(Beginning of EXTRACTED ENTRIES)

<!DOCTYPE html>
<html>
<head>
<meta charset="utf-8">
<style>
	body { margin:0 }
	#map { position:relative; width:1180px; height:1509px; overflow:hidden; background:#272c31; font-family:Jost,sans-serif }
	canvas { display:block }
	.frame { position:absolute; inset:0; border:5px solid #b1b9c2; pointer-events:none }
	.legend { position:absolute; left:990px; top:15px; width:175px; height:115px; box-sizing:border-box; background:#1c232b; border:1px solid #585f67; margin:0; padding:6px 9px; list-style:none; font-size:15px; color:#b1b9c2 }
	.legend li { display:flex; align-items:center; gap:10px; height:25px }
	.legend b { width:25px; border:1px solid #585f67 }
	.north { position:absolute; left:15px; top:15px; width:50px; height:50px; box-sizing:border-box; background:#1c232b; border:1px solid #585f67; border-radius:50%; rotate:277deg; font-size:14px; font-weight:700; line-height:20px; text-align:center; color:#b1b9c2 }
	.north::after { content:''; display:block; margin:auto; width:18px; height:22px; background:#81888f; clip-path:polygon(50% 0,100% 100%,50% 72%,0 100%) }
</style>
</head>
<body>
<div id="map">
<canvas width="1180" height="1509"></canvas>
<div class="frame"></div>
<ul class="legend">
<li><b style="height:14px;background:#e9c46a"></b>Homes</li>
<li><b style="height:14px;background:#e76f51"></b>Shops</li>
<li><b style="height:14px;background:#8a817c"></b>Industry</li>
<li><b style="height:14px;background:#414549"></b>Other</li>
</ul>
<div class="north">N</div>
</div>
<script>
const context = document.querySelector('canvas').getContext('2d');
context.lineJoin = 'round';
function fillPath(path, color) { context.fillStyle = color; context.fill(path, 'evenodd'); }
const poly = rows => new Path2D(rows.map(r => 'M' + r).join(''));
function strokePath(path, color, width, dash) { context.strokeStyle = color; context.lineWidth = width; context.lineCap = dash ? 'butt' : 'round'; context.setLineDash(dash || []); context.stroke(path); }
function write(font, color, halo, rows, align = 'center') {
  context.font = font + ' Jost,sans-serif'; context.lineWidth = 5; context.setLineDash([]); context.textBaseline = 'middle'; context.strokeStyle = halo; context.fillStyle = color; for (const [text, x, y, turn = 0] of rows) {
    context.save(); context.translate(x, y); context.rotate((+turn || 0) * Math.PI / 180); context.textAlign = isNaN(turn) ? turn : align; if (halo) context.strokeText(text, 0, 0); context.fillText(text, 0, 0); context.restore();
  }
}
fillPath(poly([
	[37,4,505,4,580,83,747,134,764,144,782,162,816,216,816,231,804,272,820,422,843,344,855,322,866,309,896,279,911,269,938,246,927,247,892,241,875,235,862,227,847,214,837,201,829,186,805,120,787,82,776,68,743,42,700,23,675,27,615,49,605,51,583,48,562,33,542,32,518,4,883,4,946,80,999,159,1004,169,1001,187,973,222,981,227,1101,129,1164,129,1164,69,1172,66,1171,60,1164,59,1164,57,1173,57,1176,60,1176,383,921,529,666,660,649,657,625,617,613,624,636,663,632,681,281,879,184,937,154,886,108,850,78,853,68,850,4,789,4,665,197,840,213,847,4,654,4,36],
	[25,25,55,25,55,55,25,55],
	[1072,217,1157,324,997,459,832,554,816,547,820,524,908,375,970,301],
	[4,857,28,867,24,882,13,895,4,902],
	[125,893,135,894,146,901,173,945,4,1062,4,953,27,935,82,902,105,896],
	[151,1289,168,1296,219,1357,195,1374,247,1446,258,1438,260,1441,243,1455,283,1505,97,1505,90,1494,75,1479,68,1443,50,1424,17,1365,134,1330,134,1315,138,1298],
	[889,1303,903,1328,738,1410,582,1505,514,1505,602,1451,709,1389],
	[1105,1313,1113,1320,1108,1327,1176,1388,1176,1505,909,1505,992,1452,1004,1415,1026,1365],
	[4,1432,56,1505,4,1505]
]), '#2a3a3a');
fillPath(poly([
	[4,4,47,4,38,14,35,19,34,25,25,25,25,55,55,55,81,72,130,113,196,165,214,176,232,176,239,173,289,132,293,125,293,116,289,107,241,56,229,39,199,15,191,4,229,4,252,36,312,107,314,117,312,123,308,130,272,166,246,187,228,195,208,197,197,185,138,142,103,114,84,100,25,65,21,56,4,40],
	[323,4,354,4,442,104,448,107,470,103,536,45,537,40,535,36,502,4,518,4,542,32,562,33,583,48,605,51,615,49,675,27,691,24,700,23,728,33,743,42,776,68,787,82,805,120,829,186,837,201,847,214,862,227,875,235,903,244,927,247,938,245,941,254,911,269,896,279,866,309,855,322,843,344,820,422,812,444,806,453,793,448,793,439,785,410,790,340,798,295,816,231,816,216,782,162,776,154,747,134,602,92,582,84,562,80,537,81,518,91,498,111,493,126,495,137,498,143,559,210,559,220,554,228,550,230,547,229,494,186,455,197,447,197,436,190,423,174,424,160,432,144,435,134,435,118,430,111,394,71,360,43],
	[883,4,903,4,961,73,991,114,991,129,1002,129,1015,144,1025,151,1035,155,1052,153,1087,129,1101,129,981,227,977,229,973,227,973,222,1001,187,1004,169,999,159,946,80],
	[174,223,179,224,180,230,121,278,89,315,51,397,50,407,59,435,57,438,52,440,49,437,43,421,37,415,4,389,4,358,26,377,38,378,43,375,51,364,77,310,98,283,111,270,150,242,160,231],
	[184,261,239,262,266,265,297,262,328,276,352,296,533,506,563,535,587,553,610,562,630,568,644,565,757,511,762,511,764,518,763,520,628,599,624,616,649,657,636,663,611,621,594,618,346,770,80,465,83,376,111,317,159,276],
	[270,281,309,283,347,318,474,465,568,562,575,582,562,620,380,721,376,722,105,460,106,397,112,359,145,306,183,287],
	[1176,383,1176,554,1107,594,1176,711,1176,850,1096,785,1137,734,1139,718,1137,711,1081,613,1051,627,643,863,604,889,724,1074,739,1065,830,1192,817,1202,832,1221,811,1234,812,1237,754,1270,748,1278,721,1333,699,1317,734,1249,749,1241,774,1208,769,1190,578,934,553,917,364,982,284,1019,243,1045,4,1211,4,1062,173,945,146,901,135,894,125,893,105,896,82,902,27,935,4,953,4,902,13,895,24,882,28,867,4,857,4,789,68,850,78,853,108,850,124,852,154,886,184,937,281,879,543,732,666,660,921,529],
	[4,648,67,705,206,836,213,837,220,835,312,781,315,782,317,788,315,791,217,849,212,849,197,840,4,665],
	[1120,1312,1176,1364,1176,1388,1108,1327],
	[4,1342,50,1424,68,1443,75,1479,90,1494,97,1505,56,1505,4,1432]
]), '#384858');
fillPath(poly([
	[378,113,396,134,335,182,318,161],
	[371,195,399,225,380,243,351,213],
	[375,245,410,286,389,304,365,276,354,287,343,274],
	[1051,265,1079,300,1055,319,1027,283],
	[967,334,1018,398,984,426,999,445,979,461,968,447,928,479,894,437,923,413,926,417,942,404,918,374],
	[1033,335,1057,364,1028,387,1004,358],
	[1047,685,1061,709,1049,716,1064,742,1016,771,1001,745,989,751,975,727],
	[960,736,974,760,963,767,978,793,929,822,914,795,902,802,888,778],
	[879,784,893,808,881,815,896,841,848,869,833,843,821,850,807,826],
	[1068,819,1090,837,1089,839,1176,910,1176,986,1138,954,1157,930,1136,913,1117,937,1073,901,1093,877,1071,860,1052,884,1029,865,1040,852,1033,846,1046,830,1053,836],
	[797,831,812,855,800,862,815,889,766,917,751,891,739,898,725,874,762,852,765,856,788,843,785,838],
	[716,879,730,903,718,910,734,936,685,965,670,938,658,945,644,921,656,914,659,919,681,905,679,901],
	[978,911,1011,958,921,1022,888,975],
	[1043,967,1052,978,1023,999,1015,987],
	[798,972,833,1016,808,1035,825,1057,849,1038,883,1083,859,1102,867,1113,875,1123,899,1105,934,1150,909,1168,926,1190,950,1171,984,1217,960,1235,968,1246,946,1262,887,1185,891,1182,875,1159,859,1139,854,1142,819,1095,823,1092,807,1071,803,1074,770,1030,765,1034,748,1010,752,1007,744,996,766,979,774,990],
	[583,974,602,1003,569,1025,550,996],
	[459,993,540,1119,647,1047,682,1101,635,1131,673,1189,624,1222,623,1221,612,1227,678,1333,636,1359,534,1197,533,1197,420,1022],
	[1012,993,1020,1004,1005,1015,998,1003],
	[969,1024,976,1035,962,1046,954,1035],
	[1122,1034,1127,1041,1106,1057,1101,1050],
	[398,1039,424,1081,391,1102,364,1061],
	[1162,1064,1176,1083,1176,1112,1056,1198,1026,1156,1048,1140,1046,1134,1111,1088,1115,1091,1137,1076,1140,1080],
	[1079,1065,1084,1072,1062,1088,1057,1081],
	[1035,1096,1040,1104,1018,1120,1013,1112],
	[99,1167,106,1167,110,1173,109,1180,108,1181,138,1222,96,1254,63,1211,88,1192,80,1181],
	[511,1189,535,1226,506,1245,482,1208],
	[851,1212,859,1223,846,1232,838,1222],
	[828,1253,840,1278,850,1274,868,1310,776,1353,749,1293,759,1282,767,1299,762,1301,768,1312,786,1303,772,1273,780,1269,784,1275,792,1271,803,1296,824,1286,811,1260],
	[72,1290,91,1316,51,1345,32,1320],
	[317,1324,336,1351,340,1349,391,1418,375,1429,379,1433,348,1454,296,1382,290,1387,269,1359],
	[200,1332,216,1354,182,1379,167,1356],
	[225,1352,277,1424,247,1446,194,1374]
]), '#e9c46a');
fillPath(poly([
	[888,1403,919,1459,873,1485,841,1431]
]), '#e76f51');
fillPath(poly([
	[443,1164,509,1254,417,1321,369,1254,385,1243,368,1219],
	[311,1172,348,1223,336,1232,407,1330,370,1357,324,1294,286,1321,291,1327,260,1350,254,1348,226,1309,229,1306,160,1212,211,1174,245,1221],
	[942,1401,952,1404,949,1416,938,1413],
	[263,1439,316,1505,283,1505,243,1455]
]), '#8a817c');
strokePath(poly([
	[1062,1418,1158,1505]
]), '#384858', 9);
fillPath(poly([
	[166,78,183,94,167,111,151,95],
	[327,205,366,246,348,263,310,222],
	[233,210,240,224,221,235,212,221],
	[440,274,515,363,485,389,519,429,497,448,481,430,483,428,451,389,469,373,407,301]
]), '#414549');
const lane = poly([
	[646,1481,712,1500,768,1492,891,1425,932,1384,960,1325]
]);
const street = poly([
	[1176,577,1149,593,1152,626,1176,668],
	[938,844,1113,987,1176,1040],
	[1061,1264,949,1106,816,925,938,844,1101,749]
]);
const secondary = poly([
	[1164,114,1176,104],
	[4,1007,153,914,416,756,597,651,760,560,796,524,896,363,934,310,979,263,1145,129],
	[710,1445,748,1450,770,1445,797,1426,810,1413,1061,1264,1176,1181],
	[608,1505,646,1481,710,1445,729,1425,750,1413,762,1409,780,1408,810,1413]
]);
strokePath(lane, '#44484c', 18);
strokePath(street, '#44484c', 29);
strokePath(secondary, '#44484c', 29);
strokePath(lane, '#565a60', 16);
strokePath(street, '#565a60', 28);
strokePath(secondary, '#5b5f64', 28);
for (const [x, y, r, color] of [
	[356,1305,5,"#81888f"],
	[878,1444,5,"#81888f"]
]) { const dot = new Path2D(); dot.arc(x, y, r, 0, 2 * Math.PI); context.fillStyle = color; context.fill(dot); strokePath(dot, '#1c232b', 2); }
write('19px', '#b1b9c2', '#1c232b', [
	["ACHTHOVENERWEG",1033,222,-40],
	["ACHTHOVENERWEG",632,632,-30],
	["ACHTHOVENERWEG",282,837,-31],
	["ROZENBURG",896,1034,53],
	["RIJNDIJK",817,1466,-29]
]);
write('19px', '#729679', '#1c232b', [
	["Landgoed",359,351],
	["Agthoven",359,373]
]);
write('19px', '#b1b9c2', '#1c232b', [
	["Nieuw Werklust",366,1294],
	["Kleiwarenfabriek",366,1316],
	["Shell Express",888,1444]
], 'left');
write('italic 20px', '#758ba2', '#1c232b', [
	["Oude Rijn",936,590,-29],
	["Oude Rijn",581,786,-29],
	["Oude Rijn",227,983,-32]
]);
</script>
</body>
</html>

(End of EXTRACTED ENTRIES)

WHAT YOU WILL DO: Start at the first line of the data above. Stop after the line containing "function write(font, color, halo, rows, align", reproducing each line exactly and adding nothing.

SOLUTION FOR THIS PROBLEM:
<!DOCTYPE html>
<html>
<head>
<meta charset="utf-8">
<style>
	body { margin:0 }
	#map { position:relative; width:1180px; height:1509px; overflow:hidden; background:#272c31; font-family:Jost,sans-serif }
	canvas { display:block }
	.frame { position:absolute; inset:0; border:5px solid #b1b9c2; pointer-events:none }
	.legend { position:absolute; left:990px; top:15px; width:175px; height:115px; box-sizing:border-box; background:#1c232b; border:1px solid #585f67; margin:0; padding:6px 9px; list-style:none; font-size:15px; color:#b1b9c2 }
	.legend li { display:flex; align-items:center; gap:10px; height:25px }
	.legend b { width:25px; border:1px solid #585f67 }
	.north { position:absolute; left:15px; top:15px; width:50px; height:50px; box-sizing:border-box; background:#1c232b; border:1px solid #585f67; border-radius:50%; rotate:277deg; font-size:14px; font-weight:700; line-height:20px; text-align:center; color:#b1b9c2 }
	.north::after { content:''; display:block; margin:auto; width:18px; height:22px; background:#81888f; clip-path:polygon(50% 0,100% 100%,50% 72%,0 100%) }
</style>
</head>
<body>
<div id="map">
<canvas width="1180" height="1509"></canvas>
<div class="frame"></div>
<ul class="legend">
<li><b style="height:14px;background:#e9c46a"></b>Homes</li>
<li><b style="height:14px;background:#e76f51"></b>Shops</li>
<li><b style="height:14px;background:#8a817c"></b>Industry</li>
<li><b style="height:14px;background:#414549"></b>Other</li>
</ul>
<div class="north">N</div>
</div>
<script>
const context = document.querySelector('canvas').getContext('2d');
context.lineJoin = 'round';
function fillPath(path, color) { context.fillStyle = color; context.fill(path, 'evenodd'); }
const poly = rows => new Path2D(rows.map(r => 'M' + r).join(''));
function strokePath(path, color, width, dash) { context.strokeStyle = color; context.lineWidth = width; context.lineCap = dash ? 'butt' : 'round'; context.setLineDash(dash || []); context.stroke(path); }
function write(font, color, halo, rows, align = 'center') {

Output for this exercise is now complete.